> LISTED RECORDS
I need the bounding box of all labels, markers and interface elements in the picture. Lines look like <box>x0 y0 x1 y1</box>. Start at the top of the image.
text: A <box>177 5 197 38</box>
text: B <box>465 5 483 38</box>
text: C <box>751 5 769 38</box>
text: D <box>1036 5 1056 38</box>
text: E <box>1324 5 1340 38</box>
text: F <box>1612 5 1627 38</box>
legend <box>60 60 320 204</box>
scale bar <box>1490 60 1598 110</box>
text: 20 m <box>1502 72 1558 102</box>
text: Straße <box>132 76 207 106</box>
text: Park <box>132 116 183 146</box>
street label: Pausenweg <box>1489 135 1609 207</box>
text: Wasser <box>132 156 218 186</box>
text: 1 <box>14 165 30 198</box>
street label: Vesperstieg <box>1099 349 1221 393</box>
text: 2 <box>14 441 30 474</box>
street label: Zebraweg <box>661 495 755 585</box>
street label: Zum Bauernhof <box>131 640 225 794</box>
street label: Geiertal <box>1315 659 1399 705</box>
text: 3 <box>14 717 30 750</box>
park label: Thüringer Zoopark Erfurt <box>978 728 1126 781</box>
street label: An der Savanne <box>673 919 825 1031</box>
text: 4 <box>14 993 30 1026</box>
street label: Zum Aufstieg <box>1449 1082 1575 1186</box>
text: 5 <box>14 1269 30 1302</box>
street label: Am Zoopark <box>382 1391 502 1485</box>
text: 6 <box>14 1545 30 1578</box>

> TASK DETAILS
Using the entries, return every line where the word "street" can be found.

> EXERCISE RESPONSE
street label: Pausenweg <box>1489 135 1609 207</box>
street label: Vesperstieg <box>1099 349 1221 393</box>
street label: Zebraweg <box>661 495 755 585</box>
street label: Zum Bauernhof <box>131 640 225 794</box>
street label: Geiertal <box>1315 659 1399 705</box>
street label: An der Savanne <box>673 919 825 1031</box>
street label: Zum Aufstieg <box>1449 1082 1575 1186</box>
street label: Am Zoopark <box>382 1391 502 1485</box>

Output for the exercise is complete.